I can help not just Apple, but also you and your company/team with performance and agile coaching, workshops and consulting. Contact me at info at metaobject.com.

TOC

Somewhat Less Lethargic JSON Support for iOS/macOS, Part 1: The Status Quo
Somewhat Less Lethargic JSON Support for iOS/macOS, Part 2: Analysis
Somewhat Less Lethargic JSON Support for iOS/macOS, Part 3: Dematerialization
Equally Lethargic JSON Support for iOS/macOS, Part 4: Our Keys are Small but Legion
Less Lethargic JSON Support for iOS/macOS, Part 5: Cutting out the Middleman
Somewhat Faster JSON Support for iOS/macOS, Part 6: Cutting KVC out of the Loop
Faster JSON Support for iOS/macOS, Part 7: Polishing the Parser
Faster JSON Support for iOS/macOS, Part 8: Dematerialize All the Things!
Beyond Faster JSON Support for iOS/macOS, Part 9: CSV and SQLite

Monday, April 20, 2020

Somewhat Faster JSON Support for iOS/macOS, Part 6: Cutting KVC out of the Loop

Last time, we actually made some significant headway by taking advantage of the dematerialisation of the plist intermediate representation. So instead of first producing an array of dictionaries, we went directly from JSON to the final object representation.

This got us down from around 1.1 seconds to a little over 600 milliseconds.

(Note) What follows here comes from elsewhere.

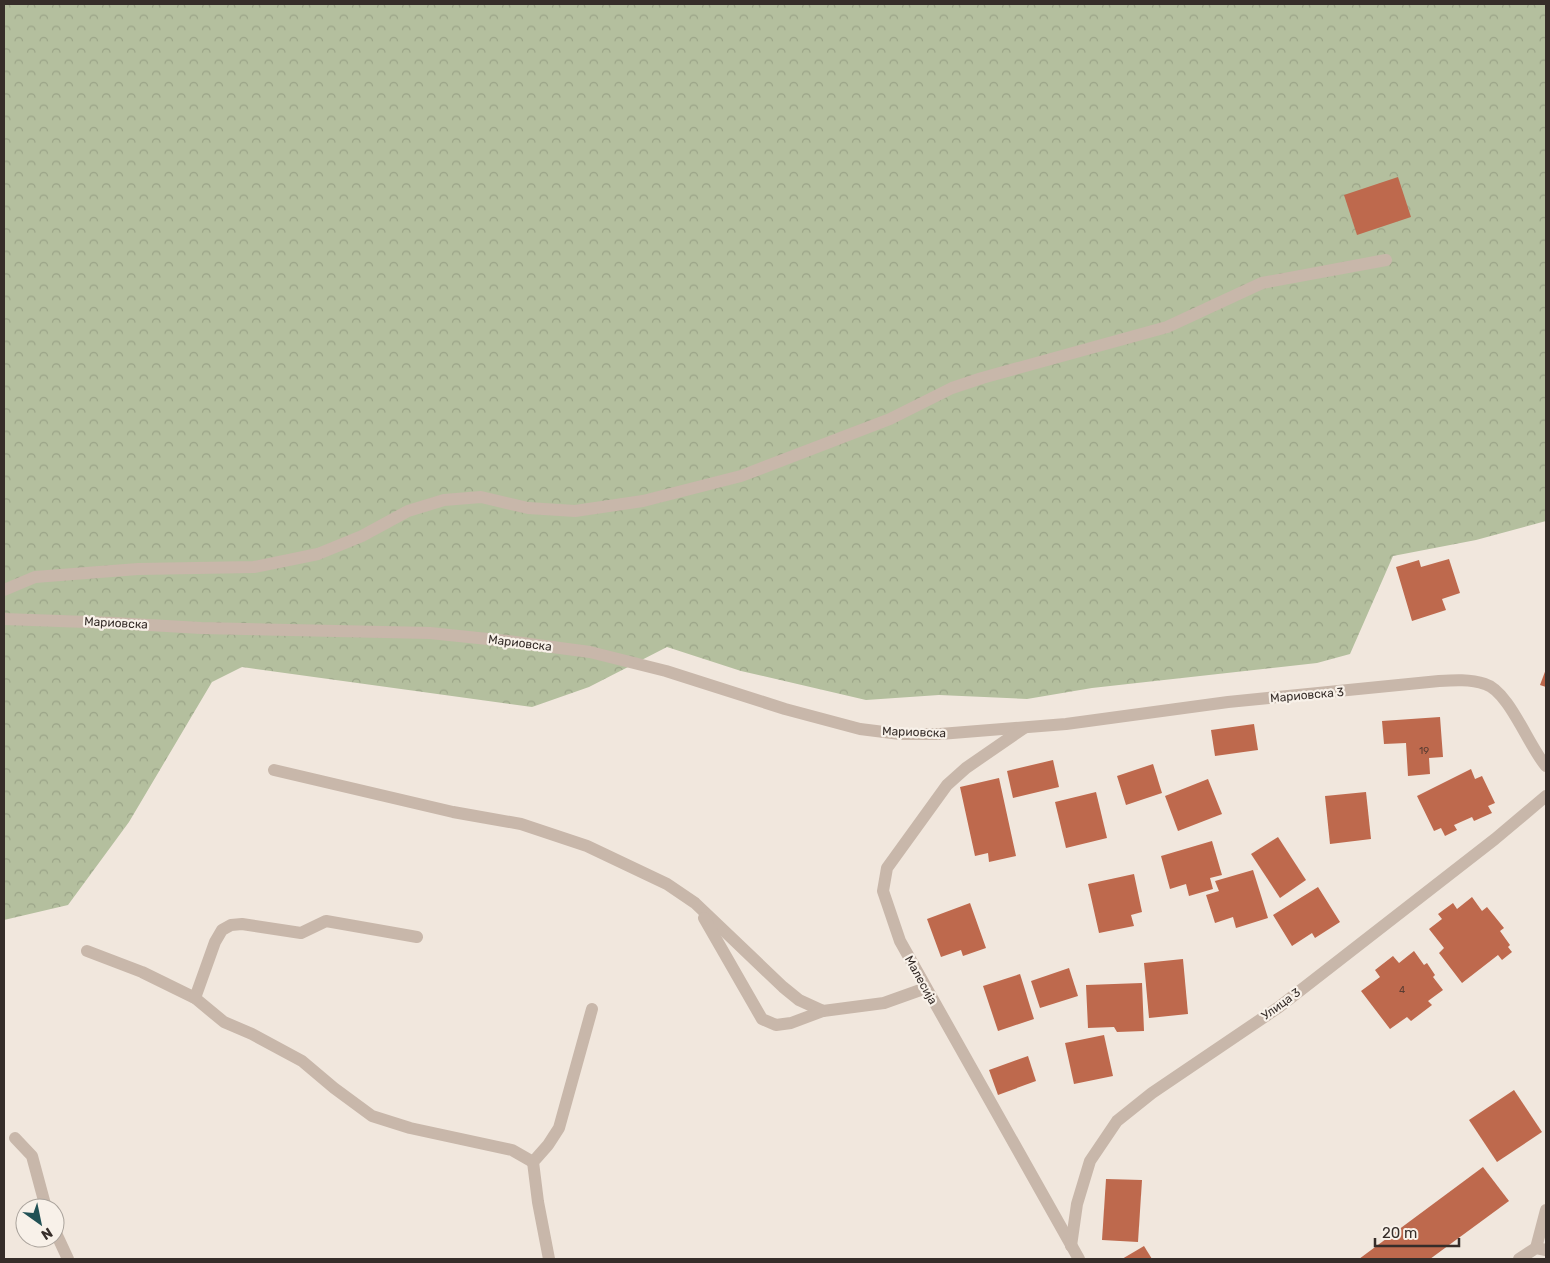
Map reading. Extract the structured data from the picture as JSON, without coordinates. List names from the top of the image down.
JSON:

It was accomplished by using the Key Value Coding method setValue:forKey: to directly set the attributes of the objects from the parsed JSON. Oh, and instantiating those objects in the first place, instead of dictionaries.

That this should be so much faster than most other methods, for example beating Swift's JSONDecoder() by a cool 7x, is a little surprising, given that KVC is, as I mentioned in the first article of the series, the slowest mechanism for getting data in and out of objcets short of deliberate Rube Goldber Mechanisms.

What is KVC and why is it slow?

Key Value Coding was a core part of NeXT's Enterprise Object Framework, introduced in 1994.
Key-value coding is a data access mechanism in which the properties of an object are accessed indirectly by key or name, rather than directly as fields or by invocation of accessor methods. It is used throughout Enterprise Objects but is perhaps most useful to you when accessing data in relationships between enterprise objects.

Key-value coding enables the use of keypaths to traverse relationships. For example, if a Person entity has a relationship called toPhoto whose destination entity (called PersonPhoto) contains an attribute called photo, you could access that data by traversing the keypath toPhoto.photo from within a Person object.

Keypaths are just one way key-value coding is an invaluable feature of Enterprise Objects. In general, though, it is most useful in providing a consistent way to access an object's data. Rather than needing to know if an object's data members have accessor methods, what the names of those accessor methods are, or if the data is accessible through fields, all you need to know are the keys that represent an object’s data. Key-value coding automatically finds the data, regardless of how the object provides its data. In this context, key-value coding satisfies the classic design pattern principle to “encapsulate the things that varies.”

It still is an extremely powerful programming technique that lets us write algorithms that work generically with any object properties, and is currently the basis for CoreData, AppleScript support, Key Value Observing and Bindings. (Though I am somewhat skeptical of some of these, not least for performance reasons, see The Siren Call of KVO and (Cocoa) Bindings). It was also part of the inspiration for Polymorphic Identifiers.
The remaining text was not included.